EXERCISE REQUIREMENTS:
Transcribe all of the records precisely as they are presented.

EXERCISE MATERIAL:
..............................

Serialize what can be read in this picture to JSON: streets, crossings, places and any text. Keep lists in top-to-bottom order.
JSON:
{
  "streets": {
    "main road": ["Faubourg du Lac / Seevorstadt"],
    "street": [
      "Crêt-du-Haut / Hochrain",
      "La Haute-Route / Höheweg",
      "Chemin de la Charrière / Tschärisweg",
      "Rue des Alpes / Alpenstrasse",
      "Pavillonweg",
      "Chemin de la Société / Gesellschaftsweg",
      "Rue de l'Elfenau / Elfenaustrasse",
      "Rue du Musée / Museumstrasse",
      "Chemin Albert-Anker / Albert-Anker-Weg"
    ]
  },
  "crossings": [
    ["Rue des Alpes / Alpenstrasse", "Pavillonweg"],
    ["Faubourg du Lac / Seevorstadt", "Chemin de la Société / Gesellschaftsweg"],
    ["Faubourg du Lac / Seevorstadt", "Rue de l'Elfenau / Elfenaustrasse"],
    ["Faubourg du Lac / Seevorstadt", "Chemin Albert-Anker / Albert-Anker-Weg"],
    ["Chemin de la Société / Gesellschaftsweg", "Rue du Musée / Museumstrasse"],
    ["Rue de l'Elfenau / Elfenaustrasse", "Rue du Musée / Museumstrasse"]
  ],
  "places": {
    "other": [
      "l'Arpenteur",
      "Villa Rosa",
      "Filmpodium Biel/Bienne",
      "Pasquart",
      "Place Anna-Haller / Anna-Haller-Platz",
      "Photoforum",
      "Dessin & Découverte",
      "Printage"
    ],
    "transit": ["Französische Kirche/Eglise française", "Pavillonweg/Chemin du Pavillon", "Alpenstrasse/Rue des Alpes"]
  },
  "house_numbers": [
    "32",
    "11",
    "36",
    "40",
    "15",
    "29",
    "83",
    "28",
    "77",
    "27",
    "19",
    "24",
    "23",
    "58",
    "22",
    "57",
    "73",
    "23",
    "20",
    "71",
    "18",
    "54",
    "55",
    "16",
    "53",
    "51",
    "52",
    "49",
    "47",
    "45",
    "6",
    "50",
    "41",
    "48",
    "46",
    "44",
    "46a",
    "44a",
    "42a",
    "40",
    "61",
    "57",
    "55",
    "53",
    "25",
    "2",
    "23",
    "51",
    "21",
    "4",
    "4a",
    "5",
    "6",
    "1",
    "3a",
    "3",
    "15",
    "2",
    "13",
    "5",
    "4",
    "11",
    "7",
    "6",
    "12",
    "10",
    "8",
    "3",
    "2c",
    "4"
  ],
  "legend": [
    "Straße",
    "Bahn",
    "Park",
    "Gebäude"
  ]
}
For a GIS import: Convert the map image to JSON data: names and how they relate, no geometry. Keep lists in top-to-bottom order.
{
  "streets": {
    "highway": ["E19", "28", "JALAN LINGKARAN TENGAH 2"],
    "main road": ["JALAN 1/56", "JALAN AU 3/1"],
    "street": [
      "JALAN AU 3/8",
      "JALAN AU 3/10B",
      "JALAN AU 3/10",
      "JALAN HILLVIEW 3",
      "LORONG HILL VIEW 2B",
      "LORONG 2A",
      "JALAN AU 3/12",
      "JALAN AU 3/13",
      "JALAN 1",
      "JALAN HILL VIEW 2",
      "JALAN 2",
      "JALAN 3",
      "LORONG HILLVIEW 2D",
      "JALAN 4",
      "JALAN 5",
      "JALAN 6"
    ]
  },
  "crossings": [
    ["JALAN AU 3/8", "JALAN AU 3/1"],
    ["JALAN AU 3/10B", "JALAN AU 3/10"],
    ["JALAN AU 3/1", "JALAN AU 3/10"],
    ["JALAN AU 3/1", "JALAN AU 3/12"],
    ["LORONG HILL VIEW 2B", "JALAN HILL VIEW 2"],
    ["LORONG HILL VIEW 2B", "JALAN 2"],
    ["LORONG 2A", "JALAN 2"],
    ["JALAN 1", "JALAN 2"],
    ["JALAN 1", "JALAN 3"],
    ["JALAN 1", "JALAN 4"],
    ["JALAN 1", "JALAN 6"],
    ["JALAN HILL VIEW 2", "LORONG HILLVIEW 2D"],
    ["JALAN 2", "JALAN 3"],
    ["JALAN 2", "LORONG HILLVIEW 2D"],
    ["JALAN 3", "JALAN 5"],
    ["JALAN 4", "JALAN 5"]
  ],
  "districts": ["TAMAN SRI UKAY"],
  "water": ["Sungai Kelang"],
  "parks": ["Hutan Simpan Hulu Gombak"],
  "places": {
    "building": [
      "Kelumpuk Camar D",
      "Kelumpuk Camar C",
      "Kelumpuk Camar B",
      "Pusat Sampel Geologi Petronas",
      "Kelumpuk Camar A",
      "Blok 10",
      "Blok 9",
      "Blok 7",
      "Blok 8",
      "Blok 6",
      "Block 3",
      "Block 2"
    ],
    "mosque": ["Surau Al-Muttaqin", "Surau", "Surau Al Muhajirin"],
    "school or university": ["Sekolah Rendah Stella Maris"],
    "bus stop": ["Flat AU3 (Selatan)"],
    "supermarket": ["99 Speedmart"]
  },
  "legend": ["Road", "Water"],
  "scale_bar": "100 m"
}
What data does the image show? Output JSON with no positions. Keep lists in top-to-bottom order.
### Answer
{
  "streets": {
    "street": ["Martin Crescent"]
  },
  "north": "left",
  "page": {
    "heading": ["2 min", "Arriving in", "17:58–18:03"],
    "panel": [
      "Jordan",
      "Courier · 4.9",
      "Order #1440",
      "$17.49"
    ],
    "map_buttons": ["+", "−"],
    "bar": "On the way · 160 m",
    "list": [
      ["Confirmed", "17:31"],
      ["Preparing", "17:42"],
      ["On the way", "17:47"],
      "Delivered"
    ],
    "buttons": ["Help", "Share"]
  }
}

..............................

EXERCISE OUTPUT:
Serialize what can be read in this picture to JSON: streets, crossings, places and any text. Keep lists in top-to-bottom order.
JSON:
{
  "streets": {
    "main road": ["Faubourg du Lac / Seevorstadt"],
    "street": [
      "Crêt-du-Haut / Hochrain",
      "La Haute-Route / Höheweg",
      "Chemin de la Charrière / Tschärisweg",
      "Rue des Alpes / Alpenstrasse",
      "Pavillonweg",
      "Chemin de la Société / Gesellschaftsweg",
      "Rue de l'Elfenau / Elfenaustrasse",
      "Rue du Musée / Museumstrasse",
      "Chemin Albert-Anker / Albert-Anker-Weg"
    ]
  },
  "crossings": [
    ["Rue des Alpes / Alpenstrasse", "Pavillonweg"],
    ["Faubourg du Lac / Seevorstadt", "Chemin de la Société / Gesellschaftsweg"],
    ["Faubourg du Lac / Seevorstadt", "Rue de l'Elfenau / Elfenaustrasse"],
    ["Faubourg du Lac / Seevorstadt", "Chemin Albert-Anker / Albert-Anker-Weg"],
    ["Chemin de la Société / Gesellschaftsweg", "Rue du Musée / Museumstrasse"],
    ["Rue de l'Elfenau / Elfenaustrasse", "Rue du Musée / Museumstrasse"]
  ],
  "places": {
    "other": [
      "l'Arpenteur",
      "Villa Rosa",
      "Filmpodium Biel/Bienne",
      "Pasquart",
      "Place Anna-Haller / Anna-Haller-Platz",
      "Photoforum",
      "Dessin & Découverte",
      "Printage"
    ],
    "transit": ["Französische Kirche/Eglise française", "Pavillonweg/Chemin du Pavillon", "Alpenstrasse/Rue des Alpes"]
  },
  "house_numbers": [
    "32",
    "11",
    "36",
    "40",
    "15",
    "29",
    "83",
    "28",
    "77",
    "27",
    "19",
    "24",
    "23",
    "58",
    "22",
    "57",
    "73",
    "23",
    "20",
    "71",
    "18",
    "54",
    "55",
    "16",
    "53",
    "51",
    "52",
    "49",
    "47",
    "45",
    "6",
    "50",
    "41",
    "48",
    "46",
    "44",
    "46a",
    "44a",
    "42a",
    "40",
    "61",
    "57",
    "55",
    "53",
    "25",
    "2",
    "23",
    "51",
    "21",
    "4",
    "4a",
    "5",
    "6",
    "1",
    "3a",
    "3",
    "15",
    "2",
    "13",
    "5",
    "4",
    "11",
    "7",
    "6",
    "12",
    "10",
    "8",
    "3",
    "2c",
    "4"
  ],
  "legend": [
    "Straße",
    "Bahn",
    "Park",
    "Gebäude"
  ]
}
For a GIS import: Convert the map image to JSON data: names and how they relate, no geometry. Keep lists in top-to-bottom order.
{
  "streets": {
    "highway": ["E19", "28", "JALAN LINGKARAN TENGAH 2"],
    "main road": ["JALAN 1/56", "JALAN AU 3/1"],
    "street": [
      "JALAN AU 3/8",
      "JALAN AU 3/10B",
      "JALAN AU 3/10",
      "JALAN HILLVIEW 3",
      "LORONG HILL VIEW 2B",
      "LORONG 2A",
      "JALAN AU 3/12",
      "JALAN AU 3/13",
      "JALAN 1",
      "JALAN HILL VIEW 2",
      "JALAN 2",
      "JALAN 3",
      "LORONG HILLVIEW 2D",
      "JALAN 4",
      "JALAN 5",
      "JALAN 6"
    ]
  },
  "crossings": [
    ["JALAN AU 3/8", "JALAN AU 3/1"],
    ["JALAN AU 3/10B", "JALAN AU 3/10"],
    ["JALAN AU 3/1", "JALAN AU 3/10"],
    ["JALAN AU 3/1", "JALAN AU 3/12"],
    ["LORONG HILL VIEW 2B", "JALAN HILL VIEW 2"],
    ["LORONG HILL VIEW 2B", "JALAN 2"],
    ["LORONG 2A", "JALAN 2"],
    ["JALAN 1", "JALAN 2"],
    ["JALAN 1", "JALAN 3"],
    ["JALAN 1", "JALAN 4"],
    ["JALAN 1", "JALAN 6"],
    ["JALAN HILL VIEW 2", "LORONG HILLVIEW 2D"],
    ["JALAN 2", "JALAN 3"],
    ["JALAN 2", "LORONG HILLVIEW 2D"],
    ["JALAN 3", "JALAN 5"],
    ["JALAN 4", "JALAN 5"]
  ],
  "districts": ["TAMAN SRI UKAY"],
  "water": ["Sungai Kelang"],
  "parks": ["Hutan Simpan Hulu Gombak"],
  "places": {
    "building": [
      "Kelumpuk Camar D",
      "Kelumpuk Camar C",
      "Kelumpuk Camar B",
      "Pusat Sampel Geologi Petronas",
      "Kelumpuk Camar A",
      "Blok 10",
      "Blok 9",
      "Blok 7",
      "Blok 8",
      "Blok 6",
      "Block 3",
      "Block 2"
    ],
    "mosque": ["Surau Al-Muttaqin", "Surau", "Surau Al Muhajirin"],
    "school or university": ["Sekolah Rendah Stella Maris"],
    "bus stop": ["Flat AU3 (Selatan)"],
    "supermarket": ["99 Speedmart"]
  },
  "legend": ["Road", "Water"],
  "scale_bar": "100 m"
}
What data does the image show? Output JSON with no positions. Keep lists in top-to-bottom order.
### Answer
{
  "streets": {
    "street": ["Martin Crescent"]
  },
  "north": "left",
  "page": {
    "heading": ["2 min", "Arriving in", "17:58–18:03"],
    "panel": [
      "Jordan",
      "Courier · 4.9",
      "Order #1440",
      "$17.49"
    ],
    "map_buttons": ["+", "−"],
    "bar": "On the way · 160 m",
    "list": [
      ["Confirmed", "17:31"],
      ["Preparing", "17:42"],
      ["On the way", "17:47"],
      "Delivered"
    ],
    "buttons": ["Help", "Share"]
  }
}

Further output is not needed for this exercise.